Restate each entry below without changing a word.

Given entries:
------

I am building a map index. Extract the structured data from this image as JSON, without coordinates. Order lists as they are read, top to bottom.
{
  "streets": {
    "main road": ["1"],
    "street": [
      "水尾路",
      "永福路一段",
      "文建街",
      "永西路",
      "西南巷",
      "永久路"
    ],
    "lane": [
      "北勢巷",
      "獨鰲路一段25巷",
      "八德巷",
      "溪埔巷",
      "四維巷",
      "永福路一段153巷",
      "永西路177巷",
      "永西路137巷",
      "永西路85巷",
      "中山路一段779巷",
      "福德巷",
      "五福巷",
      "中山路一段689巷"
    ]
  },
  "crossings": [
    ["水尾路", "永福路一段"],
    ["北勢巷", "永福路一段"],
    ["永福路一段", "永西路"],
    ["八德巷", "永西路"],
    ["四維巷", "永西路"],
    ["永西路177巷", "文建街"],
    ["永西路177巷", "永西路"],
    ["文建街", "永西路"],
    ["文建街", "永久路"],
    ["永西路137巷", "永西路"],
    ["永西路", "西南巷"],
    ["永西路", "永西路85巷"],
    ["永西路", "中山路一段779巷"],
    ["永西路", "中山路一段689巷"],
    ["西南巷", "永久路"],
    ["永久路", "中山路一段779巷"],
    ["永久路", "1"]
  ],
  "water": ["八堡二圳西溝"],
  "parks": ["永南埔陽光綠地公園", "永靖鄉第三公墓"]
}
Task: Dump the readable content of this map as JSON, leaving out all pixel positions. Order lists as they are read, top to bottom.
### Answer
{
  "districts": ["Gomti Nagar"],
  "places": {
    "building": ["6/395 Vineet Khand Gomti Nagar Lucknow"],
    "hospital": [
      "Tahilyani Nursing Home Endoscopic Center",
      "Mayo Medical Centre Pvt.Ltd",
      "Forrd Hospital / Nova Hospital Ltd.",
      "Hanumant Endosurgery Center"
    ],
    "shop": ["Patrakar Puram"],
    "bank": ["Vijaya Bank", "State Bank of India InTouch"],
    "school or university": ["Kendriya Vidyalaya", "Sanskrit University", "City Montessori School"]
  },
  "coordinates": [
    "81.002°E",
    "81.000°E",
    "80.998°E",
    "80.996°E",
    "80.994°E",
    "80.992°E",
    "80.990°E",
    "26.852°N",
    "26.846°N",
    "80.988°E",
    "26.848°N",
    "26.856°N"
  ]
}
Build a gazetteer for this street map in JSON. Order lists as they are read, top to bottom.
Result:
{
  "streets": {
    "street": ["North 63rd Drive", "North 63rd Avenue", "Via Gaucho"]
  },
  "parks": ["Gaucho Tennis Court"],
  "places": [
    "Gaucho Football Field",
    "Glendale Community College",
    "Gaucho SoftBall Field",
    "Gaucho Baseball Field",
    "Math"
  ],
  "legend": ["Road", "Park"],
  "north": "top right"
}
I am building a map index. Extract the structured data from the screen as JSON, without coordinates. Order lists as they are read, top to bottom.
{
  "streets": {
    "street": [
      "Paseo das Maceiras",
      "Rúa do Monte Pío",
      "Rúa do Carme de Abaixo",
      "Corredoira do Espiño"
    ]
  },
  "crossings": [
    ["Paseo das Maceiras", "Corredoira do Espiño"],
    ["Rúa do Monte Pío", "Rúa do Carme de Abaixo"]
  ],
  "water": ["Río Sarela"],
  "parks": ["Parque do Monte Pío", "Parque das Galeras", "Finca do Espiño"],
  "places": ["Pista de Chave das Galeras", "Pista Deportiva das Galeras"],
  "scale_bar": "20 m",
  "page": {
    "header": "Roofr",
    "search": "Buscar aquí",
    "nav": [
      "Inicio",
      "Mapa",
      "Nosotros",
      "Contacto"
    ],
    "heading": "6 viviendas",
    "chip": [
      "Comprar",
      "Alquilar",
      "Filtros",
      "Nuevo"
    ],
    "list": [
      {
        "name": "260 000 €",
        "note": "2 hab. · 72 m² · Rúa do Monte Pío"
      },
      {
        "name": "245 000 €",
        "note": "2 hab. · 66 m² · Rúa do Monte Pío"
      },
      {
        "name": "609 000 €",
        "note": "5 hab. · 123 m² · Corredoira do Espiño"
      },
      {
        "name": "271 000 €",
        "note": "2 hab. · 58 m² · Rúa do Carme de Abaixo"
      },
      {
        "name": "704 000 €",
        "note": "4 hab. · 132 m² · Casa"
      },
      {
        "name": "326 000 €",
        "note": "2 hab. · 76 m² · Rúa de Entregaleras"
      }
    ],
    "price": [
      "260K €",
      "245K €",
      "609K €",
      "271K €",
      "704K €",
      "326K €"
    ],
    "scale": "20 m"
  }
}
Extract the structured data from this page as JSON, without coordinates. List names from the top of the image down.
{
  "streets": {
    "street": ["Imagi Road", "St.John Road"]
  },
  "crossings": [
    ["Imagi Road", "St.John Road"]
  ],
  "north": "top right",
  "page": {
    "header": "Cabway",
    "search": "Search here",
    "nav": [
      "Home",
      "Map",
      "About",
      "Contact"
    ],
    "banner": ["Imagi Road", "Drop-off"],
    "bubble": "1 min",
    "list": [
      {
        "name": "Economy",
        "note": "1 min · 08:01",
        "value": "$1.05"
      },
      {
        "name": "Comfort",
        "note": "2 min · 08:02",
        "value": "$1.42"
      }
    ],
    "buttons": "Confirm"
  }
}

------

The completed task:
I am building a map index. Extract the structured data from this image as JSON, without coordinates. Order lists as they are read, top to bottom.
{
  "streets": {
    "main road": ["1"],
    "street": [
      "水尾路",
      "永福路一段",
      "文建街",
      "永西路",
      "西南巷",
      "永久路"
    ],
    "lane": [
      "北勢巷",
      "獨鰲路一段25巷",
      "八德巷",
      "溪埔巷",
      "四維巷",
      "永福路一段153巷",
      "永西路177巷",
      "永西路137巷",
      "永西路85巷",
      "中山路一段779巷",
      "福德巷",
      "五福巷",
      "中山路一段689巷"
    ]
  },
  "crossings": [
    ["水尾路", "永福路一段"],
    ["北勢巷", "永福路一段"],
    ["永福路一段", "永西路"],
    ["八德巷", "永西路"],
    ["四維巷", "永西路"],
    ["永西路177巷", "文建街"],
    ["永西路177巷", "永西路"],
    ["文建街", "永西路"],
    ["文建街", "永久路"],
    ["永西路137巷", "永西路"],
    ["永西路", "西南巷"],
    ["永西路", "永西路85巷"],
    ["永西路", "中山路一段779巷"],
    ["永西路", "中山路一段689巷"],
    ["西南巷", "永久路"],
    ["永久路", "中山路一段779巷"],
    ["永久路", "1"]
  ],
  "water": ["八堡二圳西溝"],
  "parks": ["永南埔陽光綠地公園", "永靖鄉第三公墓"]
}
Task: Dump the readable content of this map as JSON, leaving out all pixel positions. Order lists as they are read, top to bottom.
### Answer
{
  "districts": ["Gomti Nagar"],
  "places": {
    "building": ["6/395 Vineet Khand Gomti Nagar Lucknow"],
    "hospital": [
      "Tahilyani Nursing Home Endoscopic Center",
      "Mayo Medical Centre Pvt.Ltd",
      "Forrd Hospital / Nova Hospital Ltd.",
      "Hanumant Endosurgery Center"
    ],
    "shop": ["Patrakar Puram"],
    "bank": ["Vijaya Bank", "State Bank of India InTouch"],
    "school or university": ["Kendriya Vidyalaya", "Sanskrit University", "City Montessori School"]
  },
  "coordinates": [
    "81.002°E",
    "81.000°E",
    "80.998°E",
    "80.996°E",
    "80.994°E",
    "80.992°E",
    "80.990°E",
    "26.852°N",
    "26.846°N",
    "80.988°E",
    "26.848°N",
    "26.856°N"
  ]
}
Build a gazetteer for this street map in JSON. Order lists as they are read, top to bottom.
Result:
{
  "streets": {
    "street": ["North 63rd Drive", "North 63rd Avenue", "Via Gaucho"]
  },
  "parks": ["Gaucho Tennis Court"],
  "places": [
    "Gaucho Football Field",
    "Glendale Community College",
    "Gaucho SoftBall Field",
    "Gaucho Baseball Field",
    "Math"
  ],
  "legend": ["Road", "Park"],
  "north": "top right"
}
I am building a map index. Extract the structured data from the screen as JSON, without coordinates. Order lists as they are read, top to bottom.
{
  "streets": {
    "street": [
      "Paseo das Maceiras",
      "Rúa do Monte Pío",
      "Rúa do Carme de Abaixo",
      "Corredoira do Espiño"
    ]
  },
  "crossings": [
    ["Paseo das Maceiras", "Corredoira do Espiño"],
    ["Rúa do Monte Pío", "Rúa do Carme de Abaixo"]
  ],
  "water": ["Río Sarela"],
  "parks": ["Parque do Monte Pío", "Parque das Galeras", "Finca do Espiño"],
  "places": ["Pista de Chave das Galeras", "Pista Deportiva das Galeras"],
  "scale_bar": "20 m",
  "page": {
    "header": "Roofr",
    "search": "Buscar aquí",
    "nav": [
      "Inicio",
      "Mapa",
      "Nosotros",
      "Contacto"
    ],
    "heading": "6 viviendas",
    "chip": [
      "Comprar",
      "Alquilar",
      "Filtros",
      "Nuevo"
    ],
    "list": [
      {
        "name": "260 000 €",
        "note": "2 hab. · 72 m² · Rúa do Monte Pío"
      },
      {
        "name": "245 000 €",
        "note": "2 hab. · 66 m² · Rúa do Monte Pío"
      },
      {
        "name": "609 000 €",
        "note": "5 hab. · 123 m² · Corredoira do Espiño"
      },
      {
        "name": "271 000 €",
        "note": "2 hab. · 58 m² · Rúa do Carme de Abaixo"
      },
      {
        "name": "704 000 €",
        "note": "4 hab. · 132 m² · Casa"
      },
      {
        "name": "326 000 €",
        "note": "2 hab. · 76 m² · Rúa de Entregaleras"
      }
    ],
    "price": [
      "260K €",
      "245K €",
      "609K €",
      "271K €",
      "704K €",
      "326K €"
    ],
    "scale": "20 m"
  }
}
Extract the structured data from this page as JSON, without coordinates. List names from the top of the image down.
{
  "streets": {
    "street": ["Imagi Road", "St.John Road"]
  },
  "crossings": [
    ["Imagi Road", "St.John Road"]
  ],
  "north": "top right",
  "page": {
    "header": "Cabway",
    "search": "Search here",
    "nav": [
      "Home",
      "Map",
      "About",
      "Contact"
    ],
    "banner": ["Imagi Road", "Drop-off"],
    "bubble": "1 min",
    "list": [
      {
        "name": "Economy",
        "note": "1 min · 08:01",
        "value": "$1.05"
      },
      {
        "name": "Comfort",
        "note": "2 min · 08:02",
        "value": "$1.42"
      }
    ],
    "buttons": "Confirm"
  }
}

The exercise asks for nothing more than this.